Zabrakło nie tylko emotikonki ale przede wszystkim znacznie ważniejszej informacji. Grę w większym pudełku mozna sprzedać drożej i klient to akceptuje (sprawdzone!).
To prawda, że duże pudełko robi lepsze wrażenie. Myślę, że sam dałbym się na to złowić, ale jednak po otwarciu wielkiego pustego pudła czułbym się oszukany.
Dajcie dziecku w prezencie wielki, opakowany karton ze wstążką, a w środku niech będzie mały samochodzik. Po zobaczeniu pudła dziecko się ucieszy, a po otwarciu, się wścieknie.
Duże pudło = duże oczekiwania, zatem i wyższa cena. Dużo pustego miejsca = duże zawiedzenie, bo oczekiwania były większe.
Tak mnie się wydaje.
Jaszczur dobrze ci się wydaje, ale w przypadku gier na masowy rynek ważniejsza dużo od końcowej satysfakcji klienta jest sama decyzja zakupowa bo to nie jest stały klient którego chcesz przywiązać do firmy na lata tylko raczej jednorazowy myślę.
@Filippos „A jeśli chodzi o kwestie transportowe ja np. dużo jeżdżę rowerem i wtedy najczęściej pakuję dwie, trzy gry w pudełko jednej. Da się;)”
Ja nie jeżdżę rowerem a i tak pakuję kilka gier do jednego pudełka:
w’Steamie’ mam Steama i Brassa,
'TuT Glanz und Gloria’ = TuT1 i TuT2,
'Royal Palace’ = RP + Notre Dame + Sabotażysta, 6 bierze, Hej! To moja ryba (na przykład).
W 'Agricolę’ akurat nic innego już nie wejdzie, w 'Shoguna’ także. Ale to zrozumiałe, to przecież takie słabe gry, że kto chciałby w to grać… No i ten 'Tikal’, słaby, skomplikowany i jeszcze niewymiarowy!
(Ciekawe, jakby zrobić ranking na BGG gier pod względem rozmiarów i wykorzystania pudełka).
Boże, to ja byłem, nie jakiś Gall na przykład.
Galowie to nie ta bajka. Podobni z postury, ale jednak nie ci sami.
A jeśli chodzi o kwestie transportowe ja np. dużo jeżdżę rowerem i wtedy najczęściej pakuję dwie, trzy gry w pudełko jednej. Da się;)
Jak dach przecieka, to zamiast go naprawiać można przecież podłożyć wiadro. Da się ;)
W takim razie może niech sprzedają gry również w wersji bez pudła, skoro pudło i tak jest niepotrzebne, bo grę przekładasz do innego ;-)
Dla mnie za duże pudło to dużo niepotrzebnie zmarnowanej przestrzeni na szafie i mniej miejsca na nowe gry. W efekcie mniej kupuję (a ostatnio właściwie wcale), bo nie mam gdzie upchnąć. Chyba nie o to wydawcom chodzi?

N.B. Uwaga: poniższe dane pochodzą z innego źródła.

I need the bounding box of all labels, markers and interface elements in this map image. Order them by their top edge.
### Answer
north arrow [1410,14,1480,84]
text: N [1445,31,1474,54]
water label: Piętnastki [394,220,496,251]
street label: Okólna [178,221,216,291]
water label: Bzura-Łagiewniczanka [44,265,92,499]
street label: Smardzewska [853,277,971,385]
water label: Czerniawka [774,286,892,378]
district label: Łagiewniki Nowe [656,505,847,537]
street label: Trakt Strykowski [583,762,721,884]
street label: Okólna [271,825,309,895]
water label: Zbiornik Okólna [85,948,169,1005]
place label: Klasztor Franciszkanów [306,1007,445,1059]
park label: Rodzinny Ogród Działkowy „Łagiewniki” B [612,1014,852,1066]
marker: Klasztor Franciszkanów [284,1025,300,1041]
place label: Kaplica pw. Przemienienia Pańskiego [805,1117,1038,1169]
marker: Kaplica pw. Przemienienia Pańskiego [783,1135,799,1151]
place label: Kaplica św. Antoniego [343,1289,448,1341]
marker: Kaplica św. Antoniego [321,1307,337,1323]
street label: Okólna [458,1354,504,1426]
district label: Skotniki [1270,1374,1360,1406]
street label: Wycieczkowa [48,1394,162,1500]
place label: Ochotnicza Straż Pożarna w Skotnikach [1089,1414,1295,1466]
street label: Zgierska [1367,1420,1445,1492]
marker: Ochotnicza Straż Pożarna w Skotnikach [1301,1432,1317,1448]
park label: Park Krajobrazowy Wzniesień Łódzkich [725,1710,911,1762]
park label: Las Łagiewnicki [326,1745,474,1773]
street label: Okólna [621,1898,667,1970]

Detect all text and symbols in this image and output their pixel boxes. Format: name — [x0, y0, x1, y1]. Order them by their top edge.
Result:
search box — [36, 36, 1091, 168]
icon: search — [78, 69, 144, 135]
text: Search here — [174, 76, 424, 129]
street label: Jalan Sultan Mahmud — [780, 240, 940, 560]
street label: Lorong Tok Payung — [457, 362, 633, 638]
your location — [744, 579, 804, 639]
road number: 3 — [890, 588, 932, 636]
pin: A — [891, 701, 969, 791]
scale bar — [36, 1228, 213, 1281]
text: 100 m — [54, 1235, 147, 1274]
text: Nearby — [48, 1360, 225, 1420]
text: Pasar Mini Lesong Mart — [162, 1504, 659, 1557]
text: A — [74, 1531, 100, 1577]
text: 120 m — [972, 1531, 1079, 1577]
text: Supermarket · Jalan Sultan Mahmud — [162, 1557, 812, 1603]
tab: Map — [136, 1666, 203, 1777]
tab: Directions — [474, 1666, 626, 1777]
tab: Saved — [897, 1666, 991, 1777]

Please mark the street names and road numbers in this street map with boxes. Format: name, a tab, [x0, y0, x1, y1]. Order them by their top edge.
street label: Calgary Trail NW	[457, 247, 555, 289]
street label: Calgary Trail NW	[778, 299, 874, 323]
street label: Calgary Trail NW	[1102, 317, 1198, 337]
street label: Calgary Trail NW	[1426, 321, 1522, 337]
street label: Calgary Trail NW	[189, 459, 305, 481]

Dominusmaris-i na tych 60 calach oglądają tylko M jak miłość. Oczywiście z podłączonym zestawem kina domowego, choć ich uszy nie rozróżniają dźwięku mono od stereo. W kuchni natomiast stoi gigantyczna lodówka, w której znaleźć można butelkę wody, jogurt i dwa jabłka. Zaś obok duża zmywarka do naczyń, choć nikt w domu nie potrafi i nie chce gotować, więc naczynia nie są używane. Rodzina preferuje włoską kuchnię, czyli pizzę rozwożoną przez pana na skuterze.
Facet nie zawsze musi mieć dwa metry. Wystarczy czasem 185 cm. Pod warunkiem, że koleś posiada napompowane łapy i nogi, cztery fałdy na łysym karku, opaloną, wielką mordę.
Się czepiacie.
@Dyzio-Tak, to jest ta wizualizacja szczęśliwego, spełnionego życia o jaką mi chodziło.
Geko oczywiście generalnie masz rację, ale jak działa ten mechanizm przecież doskonale rozumiesz. Więc chyba nie mamy o czym dyskutować. Wiemy jak jest, wiemy że się to nam (garstce graczy) nie podoba i wiemy też, że się nie zmieni.;) Ot tak już jest i tyle.
Trawestując twą metaforę. Jak sprzedają same przeciekające dachy a ja lubię mieć coś nad głową kupuję jaki jest, łatam sam i się cieszę że jest w ogóle:))
Witam,
Pytanie z innej beczki: Na planszy dla 3 osób na lewym górnym rogu jednego z elementów jest pole z dwoma monetami a obok jeziorko. Na pole z monetami nie da się wejsc wg zasady „przerywanej kreski” Błąd?